I have two daughters, Elizabeth (currently 15) and Jemima (13). Elizabeth gleefully tells me that next year she will turn 17 and will be able to start to learn how to drive. How did that happen? It seems like only yesterday that I was bathing her in the sink of our kitchen in our tiny house, and Jemima was still only a glimmer in my eye. They've grown up so fast. Too fast.
The question that was recently asked of me (at the IEEE in Toronto) was 'Would you encourage your daughters to work in the cement industry?' As it happens, Elizabeth is quite able in mathematics and has already said that she is interested to become an engineer (she is attracted by the availability of engineering jobs, by decent pay and by the prospect of rapid promotion, partly on the basis of her being a woman). However, if she was to study engineering at university, there are innumerable paths that she would be able to chose that would take her away from cement. And as her father, would I really advise her to choose the cement path?
Looking around at the IEEE conference in Toronto, you could be forgiven for believing that there is a bar on women entering the industry (and that applies to other 'minorities' too - but that's for another time). The proportion of female delegates - and I presume that the delegates reflect the proportion of workers in the wider industry as well - was miniscule, by my count perhaps 2%. However, there was a good representation of women on the speaker roster, with Clotilde Rossi di Schio of Turboden and Carrie Yonley of Schreiber & Yonley Associates/Trinity Consultants particularly impressive speakers. Sabrina Santarossa, also of Turboden, won the best presentation award at the recent CemPower conference, on a deep engineering topic, and was also a very good speaker.
Over the last few months I've also heard that there are female cement plant maintenance managers and plant managers, particularly in Canada and also in the former Soviet Union. Ladies can obviously 'do' engineering.
Also at the IEEE in Toronto, the topic was raised of the impending 'Retirement Bomb.' This is the idea that the Baby Boomer generation1 of those born between 1946 and 1964 are about to retire and to take their knowledge and contacts with them 'to the grave.' The fact is, they are retiring (people born in 1946 turn 68 in 2015, after all) and, unless they are hired back as consultants - usually on a better rate of pay and with better working conditions, depending on the negotiating skills of the consultant, their level of knowledge and expertise and the level of desperation of the cement company - then they will take their skills with them, hopefully into a long, happy and healthy retirement.
Normally this wouldn't matter, since people retire all the time - they are just replaced by younger people coming up through the ranks. The problem is that younger people just haven't been entering the cement industry at a high enough rate to take over from their ageing and retiring predecessors. That originates from three main factors: Not enough kids take up engineering in school and university; Not enough of those that do study engineering decide to work in the cement industry (semi-conductors or pyroprocessing - you decide) and finally, recruitment into the cement industry has been very low over the last two or three decades, as automation has eliminated jobs and as a series of busts have led to companies letting good workers go (and then not replacing them when times pick up, in order to save money, keep margins low and retain profitability).
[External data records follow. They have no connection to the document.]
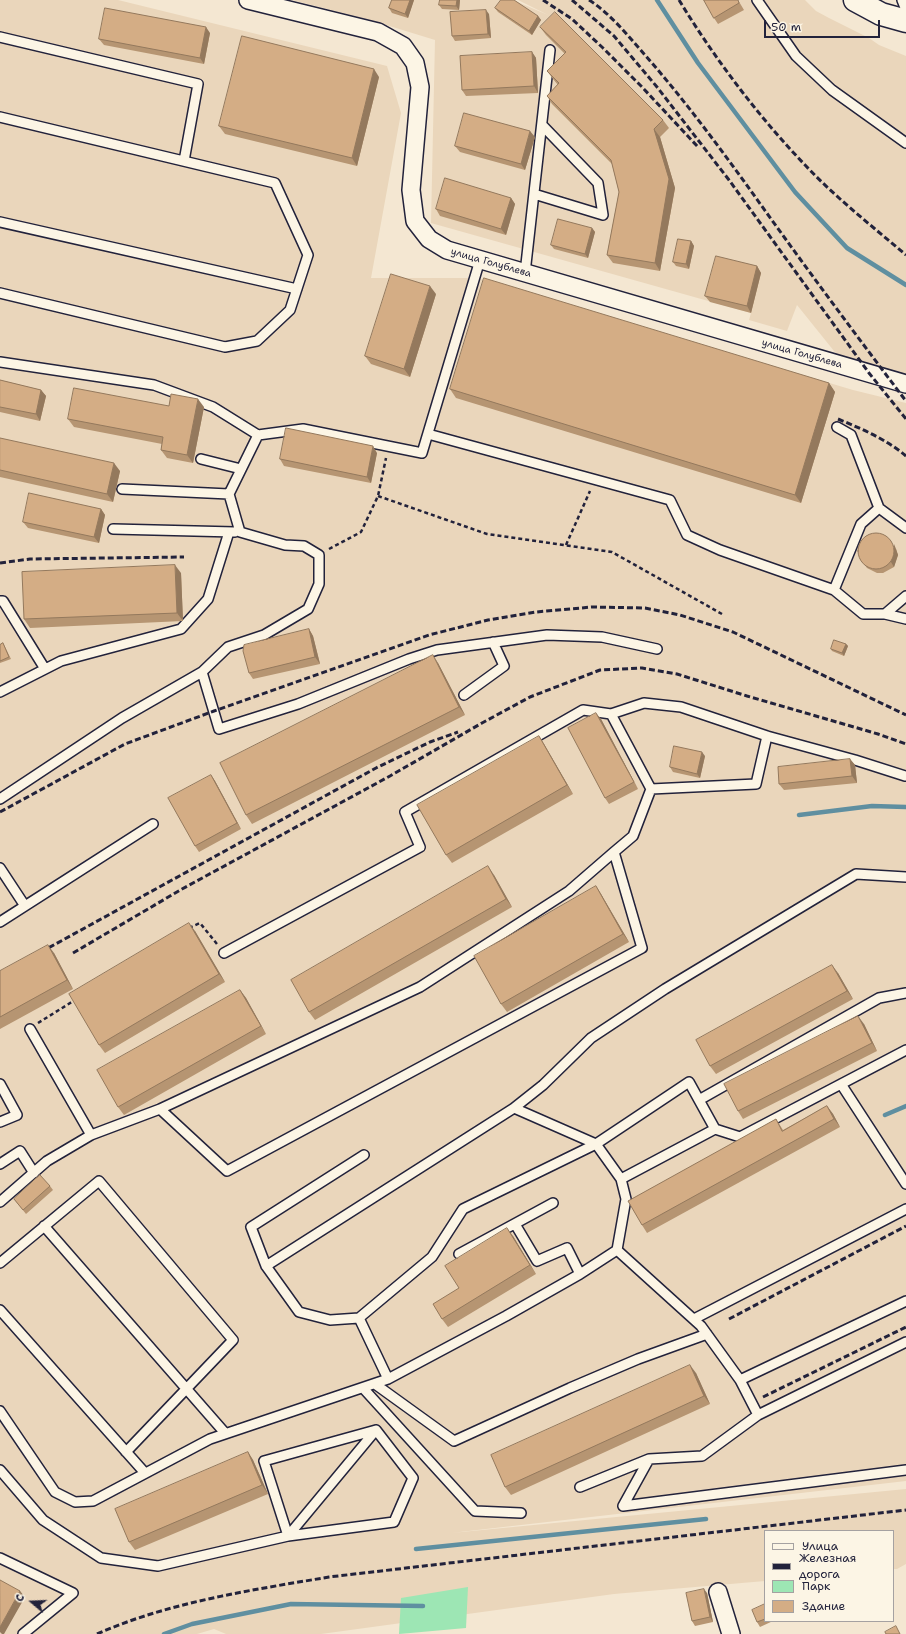 <!DOCTYPE html>
<html>
<head>
<meta charset="utf-8">
<style>
	body { margin:0 }
	#map { position:relative; width:906px; height:1634px; overflow:hidden; background:#f4e7d2; font-family:"Shantell Sans",sans-serif }
	canvas { display:block }
	.legend { position:absolute; left:764px; top:1530px; width:130px; height:92px; box-sizing:border-box; background:#fcf5e5; border:1px solid #a5a1a1; margin:0; padding:5px 7px; list-style:none; font-size:12px; color:#22223b }
	.legend li { display:flex; align-items:center; gap:8px; height:20px }
	.legend b { width:20px; border:1px solid #a5a1a1 }
	.north { position:absolute; left:12px; top:1582px; width:40px; height:40px; -webkit-text-stroke:3px #fcf5e5; paint-order:stroke; rotate:289deg; font-size:11px; font-weight:700; line-height:16px; text-align:center; color:#22223b }
	.north::after { content:''; display:block; margin:auto; width:14px; height:18px; background:#22223b; clip-path:polygon(50% 0,100% 100%,50% 72%,0 100%) }
	.scale { position:absolute; left:764px; top:20px; width:116px; height:18px; box-sizing:border-box; border:2px solid #22223b; border-top:0; padding-left:5px; font-size:12px; line-height:14px; white-space:nowrap; color:#22223b; -webkit-text-stroke:3px #fcf5e5; paint-order:stroke }
</style>
</head>
<body>
<div id="map">
<canvas width="906" height="1634"></canvas>
<ul class="legend">
<li><b style="height:5px;background:#fcf5e5"></b>Улица</li>
<li><b style="height:5px;background:#22223b"></b>Железная дорога</li>
<li><b style="height:11px;background:#9de6b4"></b>Парк</li>
<li><b style="height:11px;background:#d4ad85"></b>Здание</li>
</ul>
<div class="north">С</div>
<div class="scale">50 m</div>
</div>
<script>
const context = document.querySelector('canvas').getContext('2d');
context.lineJoin = 'round';
function fillPath(path, color) { context.fillStyle = color; context.fill(path, 'evenodd'); }
function strokePath(path, color, width, dash) { context.strokeStyle = color; context.lineWidth = width; context.lineCap = dash ? 'butt' : 'round'; context.setLineDash(dash || []); context.stroke(path); }
function drawText(font, color, halo, rows, align = 'center') {
  context.font = font + ' "Shantell Sans",sans-serif'; context.lineWidth = 3.5; context.setLineDash([]); context.textBaseline = 'middle'; context.strokeStyle = halo; context.fillStyle = color; for (const [text, x, y, turn = 0] of rows) {
    context.save(); context.translate(x, y); context.rotate((+turn || 0) * Math.PI / 180); context.textAlign = isNaN(turn) ? turn : align; if (halo) context.strokeText(text, 0, 0); context.fillText(text, 0, 0); context.restore();
  }
}
fillPath(new Path2D(`
	M0,0H118L387,66L401,113L371,278H477L853,390L906,403V1481L451,1533L906,1489V1564L897,1569H893V1531H765V1581L614,1594L321,1634H226L214,1629L197,1634H0Z
	M292,0H513L548,15L518,0H805L816,11L829,18L869,38L879,45L906,56V375L838,356L797,305L787,331L749,320L751,313L431,223L435,40L370,20Z`), '#ead6bb');
fillPath(new Path2D(`
	M468,1587L466,1628L399,1634L401,1598Z`), '#9de6b4');
strokePath(new Path2D(`
	M657,0L698,63L795,192L847,248L906,285
	M799,815L872,806L906,807
	M885,1115L906,1106
	M416,1549L706,1519
	M164,1634L192,1624L291,1604L423,1606`), '#5f8fa0', 4.5);
const service = new Path2D(`
	M757,0L796,56L832,90L906,143
	M902,0L906,10
	M0,37L198,84L184,161
	M0,117L275,183L308,255L290,310L257,341L225,347L0,293
	M534,194L603,215L598,183L542,125
	M0,222L297,289
	M480,260L422,453L303,429L258,435L229,494L240,532L285,545L304,546L319,555V584L308,609L264,635L228,647L202,672L219,729L298,704L409,659L437,650L547,635L602,637L657,649
	M525,273L550,50
	M0,362L154,385L213,407L258,435
	M837,427L851,435L879,508
	M428,434L670,500L687,535L720,550L834,590L863,614H885L906,596
	M201,459L241,469
	M122,489L229,494
	M113,529L235,532
	M834,590L861,524L879,508L906,528
	M0,601H3L45,669
	M885,614L906,619
	M0,692L61,661L181,629L208,599L229,532
	M464,695L504,666L493,642
	M651,789L611,714L644,703L681,707L767,736L855,760L905,776
	M0,799L122,718L202,672
	M0,868L25,906
	M0,922L153,824
	M224,953L420,847L405,812L583,710L611,714
	M30,1029L91,1135
	M0,1084L17,1115L0,1122
	M841,1084L906,1184
	M699,1100L879,998L906,993
	M514,1108L543,1085L591,1038L665,989L856,874L906,877
	M160,1109L227,1171L642,948L614,852
	M715,1129L740,1137L906,1050
	M0,1164L20,1151L34,1173
	M0,1202L47,1161L91,1135L160,1109L420,987L569,891L614,852L633,836L651,789L756,784L767,736
	M515,1224L537,1261L567,1248L580,1274
	M44,1226L225,1433
	M459,1254L553,1203
	M0,1263L99,1181L233,1340L126,1452
	M266,1266L514,1108L596,1144L689,1082L715,1129L621,1179
	M0,1310L145,1473
	M359,1318L330,1320L299,1312L266,1266L251,1227L364,1155
	M694,1319L906,1209
	M388,1379L359,1318L432,1257L463,1209L596,1144L621,1179L626,1199L617,1250
	M740,1380L906,1301
	M375,1384L454,1441L570,1388L638,1359L707,1334
	M363,1388L475,1511L521,1513
	M0,1411L55,1492L75,1502L93,1501L210,1439L388,1379L506,1316L580,1274L617,1250L701,1326L740,1380L758,1415L906,1342
	M649,1459L623,1506L906,1470
	M0,1470L43,1520L101,1558L158,1566L288,1536L394,1522L413,1478L376,1430L288,1536
	M580,1487L649,1459L702,1456L758,1415
	M288,1536L264,1461L376,1430
	M0,1558L73,1593L23,1634`);
const minor = new Path2D(`
	M248,0L378,32L403,46L415,63L420,87L411,190L415,221L429,239L447,250L906,384
	M718,1592L731,1634`);
const secondary = new Path2D(`
	M855,0L881,14L906,21`);
strokePath(service, '#22223b', 12);
strokePath(minor, '#22223b', 20);
strokePath(secondary, '#22223b', 25);
strokePath(new Path2D(`
	M378,496L487,534L612,552L722,614
	M566,545L590,491
	M329,549L361,532L378,496L386,458
	M189,928L200,923L217,944
	M38,1023L75,1000`), '#22223b', 2.5, [4, 3]);
strokePath(service, '#fcf5e5', 9);
strokePath(minor, '#fcf5e5', 17);
strokePath(secondary, '#fcf5e5', 22);
strokePath(new Path2D(`
	M543,0L572,19L603,48L642,87L698,147
	M572,0L614,36L657,87L729,180L869,373L906,419
	M589,0C611,14 628,36 645,55C681,96 714,140 746,184C798,257 852,330 906,401
	M679,0C715,59 758,116 806,166C836,198 872,226 906,255
	M838,419C862,429 886,439 906,456
	M0,563L30,559L184,557
	M0,812L125,744L214,711L429,635L488,620L536,612L592,607L645,608L680,615L733,632L906,715
	M41,952L376,768L430,742L458,732
	M73,953L182,889L390,776L482,723L530,697L600,670L642,668L677,674L747,696L878,734L906,744
	M729,1319L906,1226
	M763,1397L906,1327
	M97,1634C169,1602 252,1590 329,1577L906,1510`), '#22223b', 3, [6, 3]);
fillPath(new Path2D(`
	M392,0H414L408,18L392,13L389,8Z
	M460,0L459,10L442,9L439,5Z
	M704,0H738L744,10L718,24L714,18Z
	M495,8L538,16L541,20L532,35L498,12Z
	M489,14L491,38L455,41L452,36Z
	M540,27L663,120L669,128L660,137L675,188L660,271L613,263L607,255L619,192L612,164L552,104L547,96L558,85L553,79L547,71L565,54L546,35Z
	M210,33L204,64L104,45L99,39Z
	M532,52L536,58L538,93L466,96L462,90Z
	M379,77L357,166L225,134L219,126Z
	M535,137L525,170L460,152L455,146Z
	M511,198L515,204L506,235L440,216L436,209Z
	M592,228L595,232L588,258L554,249L551,245Z
	M691,241L694,246L689,269L676,266L673,262Z
	M757,266L761,273L751,313L710,302L705,296Z
	M436,294L410,377L371,364L365,356Z
	M0,380L41,390L46,396L40,421L0,412Z
	M829,383L835,392L801,503L456,398L450,389Z
	M169,406L204,407L193,463L167,458L161,450L162,444L74,427L68,419Z
	M0,438L120,471L113,502L0,477Z
	M377,453L371,483L284,466L280,459Z
	M101,509L105,515L99,543L28,528L23,522Z
	M896,549L898,555L894,567L883,573H877L867,568L864,564Z
	M181,573L183,621L30,628L24,619Z
	M309,629L313,636L320,664L253,679L249,673Z
	M3,643L11,659L0,663V645Z
	M846,644L848,646L844,656L832,651L831,649Z
	M438,663L465,715L252,824L246,815Z
	M601,719L638,789L609,804L605,798Z
	M539,736L544,744L573,794L452,863L446,855Z
	M705,756L700,778L673,772L670,767Z
	M850,759L855,765L857,783L784,790L779,784Z
	M211,775L215,781L241,829L199,852L195,846Z
	M494,875L512,907L315,1020L309,1012Z
	M596,886L601,894L629,942L507,1012L501,1004Z
	M195,931L225,982L105,1053L99,1045Z
	M54,953L73,989L0,1029V971Z
	M838,973L853,999L716,1074L710,1066Z
	M240,990L246,998L266,1034L124,1115L118,1107Z
	M864,1024L877,1051L743,1119L738,1111Z
	M827,1106L833,1114L840,1127L647,1233L642,1225L776,1119L783,1130Z
	M50,1186L53,1190L26,1214L14,1199Z
	M513,1236L536,1274L448,1327L442,1319L459,1288Z
	M696,1373L710,1404L511,1495L505,1487Z
	M248,1452L253,1460L268,1494L135,1550L129,1542Z
	M707,1593L713,1622L695,1626L692,1621Z
	M765,1604V1621H773L760,1627L757,1622Z`), '#b69572');
fillPath(new Path2D(`
	M410,0H414L408,18L405,14Z
	M457,0H460L459,10L456,6Z
	M486,10L489,14L491,38L488,34Z
	M538,16L541,20L532,35L529,31Z
	M206,27L210,33L204,64L200,58Z
	M532,52L536,58L538,93L534,86Z
	M374,69L379,77L357,166L352,158Z
	M654,129L660,137L675,188L660,271L655,263Z
	M530,131L535,137L525,170L521,164Z
	M511,198L515,204L506,235L501,229Z
	M592,228L595,232L588,258L585,254Z
	M691,241L694,246L689,269L686,264Z
	M757,266L761,273L751,313L747,306Z
	M430,286L436,294L410,377L404,369Z
	M829,383L835,392L801,503L795,495Z
	M41,390L46,396L40,421L36,414Z
	M198,399L204,407L193,463L187,455Z
	M373,446L377,453L371,483L367,477Z
	M114,463L120,471L113,502L107,494Z
	M101,509L105,515L99,543L94,537Z
	M894,544L896,549L898,555L894,567L891,562Z
	M175,565L181,573L183,621L177,613Z
	M309,629L313,636L320,664L315,657Z
	M846,644L848,646L844,656L842,653Z
	M433,655L438,663L465,715L459,707Z
	M596,713L601,719L638,789L634,782Z
	M539,736L544,744L573,794L567,785Z
	M702,752L705,756L700,778L697,774Z
	M850,759L855,765L857,783L852,776Z
	M211,775L215,781L241,829L237,823Z
	M488,866L494,875L512,907L506,899Z
	M596,886L601,894L629,942L623,934Z
	M189,923L195,931L225,982L219,974Z
	M48,945L54,953L73,989L67,980Z
	M832,965L838,973L853,999L847,991Z
	M240,990L246,998L266,1034L261,1026Z
	M858,1016L864,1024L877,1051L872,1043Z
	M827,1106L833,1114L840,1127L834,1119Z
	M507,1228L513,1236L536,1274L530,1265Z
	M690,1365L696,1373L710,1404L704,1396Z
	M248,1452L253,1460L268,1494L262,1485Z
	M704,1589L707,1593L713,1622L710,1617Z
	M20,1591L25,1597L4,1634H2L0,1632V1627Z`), '#94795d');
const building = new Path2D(`
	M392,0H410L405,14L389,8Z
	M440,0H457L456,6L439,5Z
	M501,0H514L538,16L529,31L495,8Z
	M704,0H738L739,3L714,18Z
	M105,8L206,27L200,58L99,39Z
	M486,10L488,34L452,36L450,12Z
	M555,12L663,120L654,129L669,179L655,263L607,255L619,192L611,160L547,96L559,83L547,71L566,52L540,27Z
	M242,36L374,69L352,158L219,126Z
	M532,52L534,86L462,90L460,56Z
	M464,113L530,131L521,164L455,146Z
	M445,178L511,198L501,229L436,209Z
	M558,219L592,228L585,254L551,245Z
	M678,239L691,241L686,264L673,262Z
	M716,256L757,266L747,306L705,296Z
	M391,274L430,286L404,369L365,356Z
	M484,278L829,383L795,495L450,389Z
	M0,380L41,390L36,414L0,407Z
	M74,388L169,406L171,394L198,399L187,455L161,450L163,437L68,419Z
	M286,428L373,446L367,477L280,459Z
	M0,438L114,463L107,494L0,470Z
	M29,493L101,509L94,537L23,522Z
	M858 551a18 18 0 1 1 36 0a18 18 0 1 1-36 0Z
	M175,565L177,613L24,619L22,572Z
	M309,629L315,657L249,673L243,651L244,645Z
	M834,640L846,644L842,653L831,649Z
	M3,643L9,657L0,661V645Z
	M433,655L459,707L246,815L220,763Z
	M596,713L634,782L605,798L568,728Z
	M539,736L567,785L446,855L417,805Z
	M674,746L702,752L697,774L670,767Z
	M850,759L852,776L779,784L778,767Z
	M211,775L237,823L195,846L168,798Z
	M488,866L506,899L309,1012L291,980Z
	M596,886L623,934L501,1004L474,956Z
	M189,923L219,974L99,1045L69,994Z
	M48,945L67,980L0,1017V971Z
	M832,965L847,991L710,1066L696,1040Z
	M240,990L261,1026L118,1107L97,1070Z
	M858,1016L872,1043L738,1111L724,1084Z
	M827,1106L834,1119L642,1225L628,1201L776,1119L782,1131Z
	M40,1175L50,1186L23,1210L14,1199Z
	M507,1228L530,1265L442,1319L433,1304L459,1288L445,1266Z
	M690,1365L704,1396L505,1487L491,1455Z
	M248,1452L262,1485L129,1542L115,1509Z
	M0,1580L20,1591L0,1627Z
	M704,1589L710,1617L692,1621L686,1593Z
	M765,1604V1619L757,1622L752,1610Z
	M896,1626L900,1634H886L885,1632Z`);
fillPath(building, '#d4ad85');
strokePath(building, '#94795d', 1);
drawText('10px', '#22223b', '#fcf5e5', [
	["улица Голублева",491,263,16],
	["улица Голублева",802,354,16]
]);
</script>
</body>
</html>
So, a lot of people retiring and not enough workers being taken on and promoted to replace them has led to the current situation of 'dead men's shoes' being progressively unoccupied. How can we change this situation? Perhaps the answer is so obvious that it is staring us in the face.
Half of the population out there - women - are not being encouraged to join our industry (or any engineering-based industry). Can they do the job? Yes - as proven by some of the pioneers mentioned earlier. Then what puts them off doing the job? It's a question I have now asked a few of the ladies that do work in the industry. They answered that the long working hours of the salaried employees, the absence of childcare facilities and the lack of support for training (even as far back as schools and university) were significant factors that they have had to overcome before working in the industry.
So, if my daughter asks me for career advice, I would have to say to her, 'Go into an industry where you are assured of good working hours and a healthy work/life balance, adequate pay and childcare facilities on site. If you can possibly get the organisation to pay your way through college in return for a long-term job contract at the end of it (like the army, which she is considering) then so much the better.' Does that sound like the cement industry to you? If not, then shame on us.